The task:
Here you must reproduce each line of the data exactly.

Dataset items
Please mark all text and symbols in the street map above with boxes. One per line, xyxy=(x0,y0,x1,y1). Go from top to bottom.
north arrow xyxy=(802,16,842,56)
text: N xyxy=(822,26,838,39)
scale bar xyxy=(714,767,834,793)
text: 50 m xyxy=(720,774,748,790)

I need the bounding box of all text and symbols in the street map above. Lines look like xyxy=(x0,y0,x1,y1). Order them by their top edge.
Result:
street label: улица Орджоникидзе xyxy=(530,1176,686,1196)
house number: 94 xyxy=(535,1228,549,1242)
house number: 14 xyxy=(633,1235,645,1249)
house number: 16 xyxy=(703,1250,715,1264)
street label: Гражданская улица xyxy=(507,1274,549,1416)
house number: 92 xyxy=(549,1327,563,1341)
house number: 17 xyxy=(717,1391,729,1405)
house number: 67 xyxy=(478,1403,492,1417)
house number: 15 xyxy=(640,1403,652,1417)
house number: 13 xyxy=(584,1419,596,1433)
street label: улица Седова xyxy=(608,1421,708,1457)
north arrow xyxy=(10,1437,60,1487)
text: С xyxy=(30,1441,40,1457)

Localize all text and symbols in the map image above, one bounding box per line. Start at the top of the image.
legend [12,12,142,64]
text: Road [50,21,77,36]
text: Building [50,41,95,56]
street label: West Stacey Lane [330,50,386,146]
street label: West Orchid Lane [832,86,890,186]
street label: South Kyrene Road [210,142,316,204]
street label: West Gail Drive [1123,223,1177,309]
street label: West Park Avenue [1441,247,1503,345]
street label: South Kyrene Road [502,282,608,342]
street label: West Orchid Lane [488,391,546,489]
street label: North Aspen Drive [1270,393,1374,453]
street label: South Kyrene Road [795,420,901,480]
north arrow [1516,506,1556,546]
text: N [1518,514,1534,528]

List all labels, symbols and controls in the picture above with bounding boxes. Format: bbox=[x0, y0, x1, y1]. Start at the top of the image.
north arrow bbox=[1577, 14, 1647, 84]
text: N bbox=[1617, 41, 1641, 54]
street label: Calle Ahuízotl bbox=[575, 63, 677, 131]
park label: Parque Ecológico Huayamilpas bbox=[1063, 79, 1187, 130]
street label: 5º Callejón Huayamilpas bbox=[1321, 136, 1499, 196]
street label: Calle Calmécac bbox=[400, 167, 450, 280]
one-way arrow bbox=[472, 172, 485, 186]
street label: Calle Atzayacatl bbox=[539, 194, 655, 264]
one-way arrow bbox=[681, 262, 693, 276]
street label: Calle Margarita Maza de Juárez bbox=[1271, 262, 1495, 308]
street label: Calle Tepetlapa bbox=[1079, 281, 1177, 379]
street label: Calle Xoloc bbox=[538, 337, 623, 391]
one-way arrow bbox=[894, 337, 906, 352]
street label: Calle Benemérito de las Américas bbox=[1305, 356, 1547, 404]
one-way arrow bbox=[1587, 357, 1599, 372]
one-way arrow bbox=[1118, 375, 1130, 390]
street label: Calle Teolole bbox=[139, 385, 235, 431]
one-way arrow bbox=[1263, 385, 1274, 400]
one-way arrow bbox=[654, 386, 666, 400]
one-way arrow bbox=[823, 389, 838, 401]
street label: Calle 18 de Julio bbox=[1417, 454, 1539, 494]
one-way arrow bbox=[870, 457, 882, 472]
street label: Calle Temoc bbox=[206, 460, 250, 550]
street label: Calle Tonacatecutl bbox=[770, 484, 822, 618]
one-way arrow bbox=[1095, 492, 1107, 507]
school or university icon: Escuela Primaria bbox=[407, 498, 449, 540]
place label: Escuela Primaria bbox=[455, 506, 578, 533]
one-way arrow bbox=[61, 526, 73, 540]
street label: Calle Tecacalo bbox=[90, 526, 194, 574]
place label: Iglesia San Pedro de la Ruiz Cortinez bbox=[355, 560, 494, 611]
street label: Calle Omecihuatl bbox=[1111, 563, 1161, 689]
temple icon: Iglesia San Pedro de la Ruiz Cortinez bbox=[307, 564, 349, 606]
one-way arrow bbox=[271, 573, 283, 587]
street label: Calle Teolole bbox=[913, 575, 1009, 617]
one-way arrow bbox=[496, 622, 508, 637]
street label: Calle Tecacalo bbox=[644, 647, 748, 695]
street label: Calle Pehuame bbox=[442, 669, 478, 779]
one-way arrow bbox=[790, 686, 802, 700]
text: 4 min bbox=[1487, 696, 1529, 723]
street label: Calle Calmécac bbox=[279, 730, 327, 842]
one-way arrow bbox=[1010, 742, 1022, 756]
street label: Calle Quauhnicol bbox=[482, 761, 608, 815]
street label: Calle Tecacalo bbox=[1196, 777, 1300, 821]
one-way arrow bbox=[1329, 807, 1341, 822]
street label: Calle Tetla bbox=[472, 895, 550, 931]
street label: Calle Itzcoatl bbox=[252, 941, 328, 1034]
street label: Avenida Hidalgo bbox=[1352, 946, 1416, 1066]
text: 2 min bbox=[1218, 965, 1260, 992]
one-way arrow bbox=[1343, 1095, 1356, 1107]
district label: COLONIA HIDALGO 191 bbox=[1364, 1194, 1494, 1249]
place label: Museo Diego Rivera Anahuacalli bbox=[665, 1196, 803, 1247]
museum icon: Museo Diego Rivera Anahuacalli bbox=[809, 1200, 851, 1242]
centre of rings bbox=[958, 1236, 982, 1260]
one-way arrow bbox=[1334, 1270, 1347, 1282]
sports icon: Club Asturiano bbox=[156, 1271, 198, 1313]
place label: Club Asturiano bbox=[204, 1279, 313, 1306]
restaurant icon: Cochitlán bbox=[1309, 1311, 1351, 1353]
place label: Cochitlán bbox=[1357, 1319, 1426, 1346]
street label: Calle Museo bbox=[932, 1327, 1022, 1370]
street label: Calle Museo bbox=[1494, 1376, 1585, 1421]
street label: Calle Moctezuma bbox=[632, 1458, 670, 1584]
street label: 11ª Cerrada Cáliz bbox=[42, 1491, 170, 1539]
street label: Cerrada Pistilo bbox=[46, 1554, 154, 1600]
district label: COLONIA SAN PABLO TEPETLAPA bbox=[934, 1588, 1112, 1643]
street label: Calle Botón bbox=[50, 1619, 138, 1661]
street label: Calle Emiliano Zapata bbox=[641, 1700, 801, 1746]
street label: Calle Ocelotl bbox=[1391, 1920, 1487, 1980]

The completed task:
Please mark all text and symbols in the street map above with boxes. One per line, xyxy=(x0,y0,x1,y1). Go from top to bottom.
north arrow xyxy=(802,16,842,56)
text: N xyxy=(822,26,838,39)
scale bar xyxy=(714,767,834,793)
text: 50 m xyxy=(720,774,748,790)

I need the bounding box of all text and symbols in the street map above. Lines look like xyxy=(x0,y0,x1,y1). Order them by their top edge.
Result:
street label: улица Орджоникидзе xyxy=(530,1176,686,1196)
house number: 94 xyxy=(535,1228,549,1242)
house number: 14 xyxy=(633,1235,645,1249)
house number: 16 xyxy=(703,1250,715,1264)
street label: Гражданская улица xyxy=(507,1274,549,1416)
house number: 92 xyxy=(549,1327,563,1341)
house number: 17 xyxy=(717,1391,729,1405)
house number: 67 xyxy=(478,1403,492,1417)
house number: 15 xyxy=(640,1403,652,1417)
house number: 13 xyxy=(584,1419,596,1433)
street label: улица Седова xyxy=(608,1421,708,1457)
north arrow xyxy=(10,1437,60,1487)
text: С xyxy=(30,1441,40,1457)

Localize all text and symbols in the map image above, one bounding box per line. Start at the top of the image.
legend [12,12,142,64]
text: Road [50,21,77,36]
text: Building [50,41,95,56]
street label: West Stacey Lane [330,50,386,146]
street label: West Orchid Lane [832,86,890,186]
street label: South Kyrene Road [210,142,316,204]
street label: West Gail Drive [1123,223,1177,309]
street label: West Park Avenue [1441,247,1503,345]
street label: South Kyrene Road [502,282,608,342]
street label: West Orchid Lane [488,391,546,489]
street label: North Aspen Drive [1270,393,1374,453]
street label: South Kyrene Road [795,420,901,480]
north arrow [1516,506,1556,546]
text: N [1518,514,1534,528]

List all labels, symbols and controls in the picture above with bounding boxes. Format: bbox=[x0, y0, x1, y1]. Start at the top of the image.
north arrow bbox=[1577, 14, 1647, 84]
text: N bbox=[1617, 41, 1641, 54]
street label: Calle Ahuízotl bbox=[575, 63, 677, 131]
park label: Parque Ecológico Huayamilpas bbox=[1063, 79, 1187, 130]
street label: 5º Callejón Huayamilpas bbox=[1321, 136, 1499, 196]
street label: Calle Calmécac bbox=[400, 167, 450, 280]
one-way arrow bbox=[472, 172, 485, 186]
street label: Calle Atzayacatl bbox=[539, 194, 655, 264]
one-way arrow bbox=[681, 262, 693, 276]
street label: Calle Margarita Maza de Juárez bbox=[1271, 262, 1495, 308]
street label: Calle Tepetlapa bbox=[1079, 281, 1177, 379]
street label: Calle Xoloc bbox=[538, 337, 623, 391]
one-way arrow bbox=[894, 337, 906, 352]
street label: Calle Benemérito de las Américas bbox=[1305, 356, 1547, 404]
one-way arrow bbox=[1587, 357, 1599, 372]
one-way arrow bbox=[1118, 375, 1130, 390]
street label: Calle Teolole bbox=[139, 385, 235, 431]
one-way arrow bbox=[1263, 385, 1274, 400]
one-way arrow bbox=[654, 386, 666, 400]
one-way arrow bbox=[823, 389, 838, 401]
street label: Calle 18 de Julio bbox=[1417, 454, 1539, 494]
one-way arrow bbox=[870, 457, 882, 472]
street label: Calle Temoc bbox=[206, 460, 250, 550]
street label: Calle Tonacatecutl bbox=[770, 484, 822, 618]
one-way arrow bbox=[1095, 492, 1107, 507]
school or university icon: Escuela Primaria bbox=[407, 498, 449, 540]
place label: Escuela Primaria bbox=[455, 506, 578, 533]
one-way arrow bbox=[61, 526, 73, 540]
street label: Calle Tecacalo bbox=[90, 526, 194, 574]
place label: Iglesia San Pedro de la Ruiz Cortinez bbox=[355, 560, 494, 611]
street label: Calle Omecihuatl bbox=[1111, 563, 1161, 689]
temple icon: Iglesia San Pedro de la Ruiz Cortinez bbox=[307, 564, 349, 606]
one-way arrow bbox=[271, 573, 283, 587]
street label: Calle Teolole bbox=[913, 575, 1009, 617]
one-way arrow bbox=[496, 622, 508, 637]
street label: Calle Tecacalo bbox=[644, 647, 748, 695]
street label: Calle Pehuame bbox=[442, 669, 478, 779]
one-way arrow bbox=[790, 686, 802, 700]
text: 4 min bbox=[1487, 696, 1529, 723]
street label: Calle Calmécac bbox=[279, 730, 327, 842]
one-way arrow bbox=[1010, 742, 1022, 756]
street label: Calle Quauhnicol bbox=[482, 761, 608, 815]
street label: Calle Tecacalo bbox=[1196, 777, 1300, 821]
one-way arrow bbox=[1329, 807, 1341, 822]
street label: Calle Tetla bbox=[472, 895, 550, 931]
street label: Calle Itzcoatl bbox=[252, 941, 328, 1034]
street label: Avenida Hidalgo bbox=[1352, 946, 1416, 1066]
text: 2 min bbox=[1218, 965, 1260, 992]
one-way arrow bbox=[1343, 1095, 1356, 1107]
district label: COLONIA HIDALGO 191 bbox=[1364, 1194, 1494, 1249]
place label: Museo Diego Rivera Anahuacalli bbox=[665, 1196, 803, 1247]
museum icon: Museo Diego Rivera Anahuacalli bbox=[809, 1200, 851, 1242]
centre of rings bbox=[958, 1236, 982, 1260]
one-way arrow bbox=[1334, 1270, 1347, 1282]
sports icon: Club Asturiano bbox=[156, 1271, 198, 1313]
place label: Club Asturiano bbox=[204, 1279, 313, 1306]
restaurant icon: Cochitlán bbox=[1309, 1311, 1351, 1353]
place label: Cochitlán bbox=[1357, 1319, 1426, 1346]
street label: Calle Museo bbox=[932, 1327, 1022, 1370]
street label: Calle Museo bbox=[1494, 1376, 1585, 1421]
street label: Calle Moctezuma bbox=[632, 1458, 670, 1584]
street label: 11ª Cerrada Cáliz bbox=[42, 1491, 170, 1539]
street label: Cerrada Pistilo bbox=[46, 1554, 154, 1600]
district label: COLONIA SAN PABLO TEPETLAPA bbox=[934, 1588, 1112, 1643]
street label: Calle Botón bbox=[50, 1619, 138, 1661]
street label: Calle Emiliano Zapata bbox=[641, 1700, 801, 1746]
street label: Calle Ocelotl bbox=[1391, 1920, 1487, 1980]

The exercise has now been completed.